• **Work instruction**
Search the records that follow and extract every line containing the string "مزعل".

[Collected data]
+ + + +

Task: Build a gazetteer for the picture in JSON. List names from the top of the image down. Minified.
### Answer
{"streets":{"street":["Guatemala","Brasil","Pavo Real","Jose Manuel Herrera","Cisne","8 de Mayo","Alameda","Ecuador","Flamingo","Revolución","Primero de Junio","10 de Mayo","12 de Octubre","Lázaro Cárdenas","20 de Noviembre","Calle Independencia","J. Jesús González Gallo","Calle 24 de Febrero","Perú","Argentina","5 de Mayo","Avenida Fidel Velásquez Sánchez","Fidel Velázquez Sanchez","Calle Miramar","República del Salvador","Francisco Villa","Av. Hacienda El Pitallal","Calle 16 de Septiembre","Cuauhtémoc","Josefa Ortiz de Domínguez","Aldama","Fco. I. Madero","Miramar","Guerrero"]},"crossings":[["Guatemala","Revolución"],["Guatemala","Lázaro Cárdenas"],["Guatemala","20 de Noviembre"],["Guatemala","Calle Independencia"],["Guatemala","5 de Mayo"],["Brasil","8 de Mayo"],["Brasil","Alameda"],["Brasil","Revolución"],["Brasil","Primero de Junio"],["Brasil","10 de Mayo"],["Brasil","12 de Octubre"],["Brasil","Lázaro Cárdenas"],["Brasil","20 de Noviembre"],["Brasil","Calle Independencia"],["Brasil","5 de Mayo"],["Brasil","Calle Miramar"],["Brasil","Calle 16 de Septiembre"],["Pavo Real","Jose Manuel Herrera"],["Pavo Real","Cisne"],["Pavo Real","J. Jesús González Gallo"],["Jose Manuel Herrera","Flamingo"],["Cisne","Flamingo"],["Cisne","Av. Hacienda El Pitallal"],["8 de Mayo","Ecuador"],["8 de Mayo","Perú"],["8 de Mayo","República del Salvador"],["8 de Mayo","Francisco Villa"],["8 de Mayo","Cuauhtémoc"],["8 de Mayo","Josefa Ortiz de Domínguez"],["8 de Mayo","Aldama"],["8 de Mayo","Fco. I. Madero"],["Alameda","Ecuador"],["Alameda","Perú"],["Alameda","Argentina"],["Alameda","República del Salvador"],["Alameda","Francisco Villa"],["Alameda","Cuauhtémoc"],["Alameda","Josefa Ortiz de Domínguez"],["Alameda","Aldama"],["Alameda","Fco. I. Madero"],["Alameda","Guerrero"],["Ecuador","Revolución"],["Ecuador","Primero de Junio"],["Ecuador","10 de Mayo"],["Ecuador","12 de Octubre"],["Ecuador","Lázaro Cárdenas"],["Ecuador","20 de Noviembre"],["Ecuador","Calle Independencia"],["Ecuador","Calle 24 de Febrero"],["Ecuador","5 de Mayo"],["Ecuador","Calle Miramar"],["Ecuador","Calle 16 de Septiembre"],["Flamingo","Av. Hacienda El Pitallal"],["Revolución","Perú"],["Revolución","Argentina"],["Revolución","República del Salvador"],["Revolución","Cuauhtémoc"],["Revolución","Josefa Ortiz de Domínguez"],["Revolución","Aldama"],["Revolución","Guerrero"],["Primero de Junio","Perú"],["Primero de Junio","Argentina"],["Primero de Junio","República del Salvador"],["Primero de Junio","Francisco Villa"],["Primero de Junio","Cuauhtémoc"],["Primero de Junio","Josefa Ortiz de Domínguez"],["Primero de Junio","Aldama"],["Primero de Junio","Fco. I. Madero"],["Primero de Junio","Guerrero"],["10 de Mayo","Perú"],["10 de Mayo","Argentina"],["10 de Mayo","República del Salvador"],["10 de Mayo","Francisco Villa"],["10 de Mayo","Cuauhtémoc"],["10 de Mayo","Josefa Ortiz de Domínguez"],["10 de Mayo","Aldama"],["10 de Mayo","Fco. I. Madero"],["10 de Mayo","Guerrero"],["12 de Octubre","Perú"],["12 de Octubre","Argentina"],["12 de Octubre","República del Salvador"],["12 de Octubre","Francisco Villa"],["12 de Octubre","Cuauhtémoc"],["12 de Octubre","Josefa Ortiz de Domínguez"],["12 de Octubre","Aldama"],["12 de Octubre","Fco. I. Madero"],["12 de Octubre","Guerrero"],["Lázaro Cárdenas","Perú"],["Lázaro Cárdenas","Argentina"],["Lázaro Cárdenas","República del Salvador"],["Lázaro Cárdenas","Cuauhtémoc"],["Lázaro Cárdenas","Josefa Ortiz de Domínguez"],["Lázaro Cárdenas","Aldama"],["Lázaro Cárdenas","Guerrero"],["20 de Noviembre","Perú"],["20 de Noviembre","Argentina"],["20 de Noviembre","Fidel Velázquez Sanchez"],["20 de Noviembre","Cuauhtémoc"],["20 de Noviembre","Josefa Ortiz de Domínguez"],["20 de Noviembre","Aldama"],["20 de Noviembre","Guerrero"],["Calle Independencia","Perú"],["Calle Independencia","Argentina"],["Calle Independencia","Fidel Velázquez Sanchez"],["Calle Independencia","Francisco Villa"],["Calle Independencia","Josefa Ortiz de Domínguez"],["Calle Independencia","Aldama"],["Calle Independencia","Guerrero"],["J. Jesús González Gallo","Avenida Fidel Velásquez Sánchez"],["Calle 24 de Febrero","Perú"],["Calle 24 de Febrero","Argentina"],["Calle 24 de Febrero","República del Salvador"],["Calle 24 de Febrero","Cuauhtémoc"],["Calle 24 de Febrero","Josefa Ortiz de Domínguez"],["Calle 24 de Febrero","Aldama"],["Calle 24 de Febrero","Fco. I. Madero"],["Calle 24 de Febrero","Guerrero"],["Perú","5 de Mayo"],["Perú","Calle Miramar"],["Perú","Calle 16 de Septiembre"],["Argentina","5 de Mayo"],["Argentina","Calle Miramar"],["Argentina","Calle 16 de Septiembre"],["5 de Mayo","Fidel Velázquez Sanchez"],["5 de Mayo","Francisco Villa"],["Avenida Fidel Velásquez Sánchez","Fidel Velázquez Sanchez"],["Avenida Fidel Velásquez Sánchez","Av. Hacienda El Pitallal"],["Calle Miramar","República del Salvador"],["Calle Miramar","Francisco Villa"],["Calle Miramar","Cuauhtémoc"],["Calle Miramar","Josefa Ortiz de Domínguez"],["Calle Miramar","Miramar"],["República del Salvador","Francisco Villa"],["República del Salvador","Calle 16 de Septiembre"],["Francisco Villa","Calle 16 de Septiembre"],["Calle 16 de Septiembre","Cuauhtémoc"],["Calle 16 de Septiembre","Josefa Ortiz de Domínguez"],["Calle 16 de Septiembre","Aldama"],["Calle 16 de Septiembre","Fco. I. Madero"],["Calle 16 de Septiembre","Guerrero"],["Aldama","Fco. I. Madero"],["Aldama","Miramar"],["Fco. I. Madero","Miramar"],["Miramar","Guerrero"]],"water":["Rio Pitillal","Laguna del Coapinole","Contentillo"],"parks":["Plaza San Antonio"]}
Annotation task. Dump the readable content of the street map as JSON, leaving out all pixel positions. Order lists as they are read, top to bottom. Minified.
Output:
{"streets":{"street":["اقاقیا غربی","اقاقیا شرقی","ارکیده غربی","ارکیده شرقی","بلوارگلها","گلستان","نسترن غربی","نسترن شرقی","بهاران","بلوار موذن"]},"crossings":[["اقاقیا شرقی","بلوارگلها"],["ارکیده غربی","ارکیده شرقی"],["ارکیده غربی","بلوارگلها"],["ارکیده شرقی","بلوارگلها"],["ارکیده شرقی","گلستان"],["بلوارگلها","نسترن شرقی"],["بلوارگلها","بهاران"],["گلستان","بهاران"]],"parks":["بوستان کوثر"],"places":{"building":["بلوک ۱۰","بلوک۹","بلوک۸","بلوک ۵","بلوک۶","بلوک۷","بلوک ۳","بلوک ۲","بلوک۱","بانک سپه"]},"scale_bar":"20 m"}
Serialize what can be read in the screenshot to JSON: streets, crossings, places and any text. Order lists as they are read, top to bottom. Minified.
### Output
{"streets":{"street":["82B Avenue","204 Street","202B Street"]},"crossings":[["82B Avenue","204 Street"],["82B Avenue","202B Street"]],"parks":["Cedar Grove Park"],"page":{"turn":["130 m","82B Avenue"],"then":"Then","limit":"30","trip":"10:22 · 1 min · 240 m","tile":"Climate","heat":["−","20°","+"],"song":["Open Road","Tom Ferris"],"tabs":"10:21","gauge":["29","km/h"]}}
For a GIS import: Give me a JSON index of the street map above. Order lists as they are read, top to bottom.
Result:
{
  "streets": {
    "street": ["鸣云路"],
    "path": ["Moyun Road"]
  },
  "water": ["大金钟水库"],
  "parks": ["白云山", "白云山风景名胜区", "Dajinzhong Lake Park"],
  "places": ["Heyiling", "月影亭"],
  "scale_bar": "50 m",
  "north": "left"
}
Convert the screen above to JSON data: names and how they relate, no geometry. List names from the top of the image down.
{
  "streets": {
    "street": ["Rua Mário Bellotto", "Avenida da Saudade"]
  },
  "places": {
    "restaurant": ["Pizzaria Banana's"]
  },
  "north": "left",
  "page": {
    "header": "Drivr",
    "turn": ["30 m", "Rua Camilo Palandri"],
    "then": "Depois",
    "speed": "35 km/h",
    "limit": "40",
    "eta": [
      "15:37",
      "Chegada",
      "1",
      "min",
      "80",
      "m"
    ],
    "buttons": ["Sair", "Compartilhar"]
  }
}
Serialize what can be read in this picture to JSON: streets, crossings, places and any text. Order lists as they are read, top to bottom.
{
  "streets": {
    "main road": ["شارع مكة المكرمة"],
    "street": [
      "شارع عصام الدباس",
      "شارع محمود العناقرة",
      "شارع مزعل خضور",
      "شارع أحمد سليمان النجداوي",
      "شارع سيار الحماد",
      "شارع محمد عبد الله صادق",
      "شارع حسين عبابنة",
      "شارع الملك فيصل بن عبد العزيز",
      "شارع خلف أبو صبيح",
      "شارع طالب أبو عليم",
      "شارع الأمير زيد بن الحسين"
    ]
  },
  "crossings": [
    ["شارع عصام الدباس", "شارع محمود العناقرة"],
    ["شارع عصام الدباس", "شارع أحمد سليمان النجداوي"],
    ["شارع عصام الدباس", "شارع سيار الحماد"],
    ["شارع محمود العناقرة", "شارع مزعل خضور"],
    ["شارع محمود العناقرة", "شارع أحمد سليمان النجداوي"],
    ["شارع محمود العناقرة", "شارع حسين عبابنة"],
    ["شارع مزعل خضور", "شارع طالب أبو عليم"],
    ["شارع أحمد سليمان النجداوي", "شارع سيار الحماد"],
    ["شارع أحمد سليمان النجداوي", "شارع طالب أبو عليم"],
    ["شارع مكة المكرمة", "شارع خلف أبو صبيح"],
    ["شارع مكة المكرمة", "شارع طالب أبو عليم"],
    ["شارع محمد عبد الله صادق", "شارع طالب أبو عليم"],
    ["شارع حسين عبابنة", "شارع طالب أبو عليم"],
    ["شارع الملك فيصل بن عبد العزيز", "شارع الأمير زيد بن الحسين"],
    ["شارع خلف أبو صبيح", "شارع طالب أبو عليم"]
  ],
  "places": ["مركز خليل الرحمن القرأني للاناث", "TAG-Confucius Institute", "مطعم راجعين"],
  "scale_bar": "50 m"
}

+ + + +

• **Exercise solution**
      "شارع مزعل خضور",
    ["شارع محمود العناقرة", "شارع مزعل خضور"],
    ["شارع مزعل خضور", "شارع طالب أبو عليم"],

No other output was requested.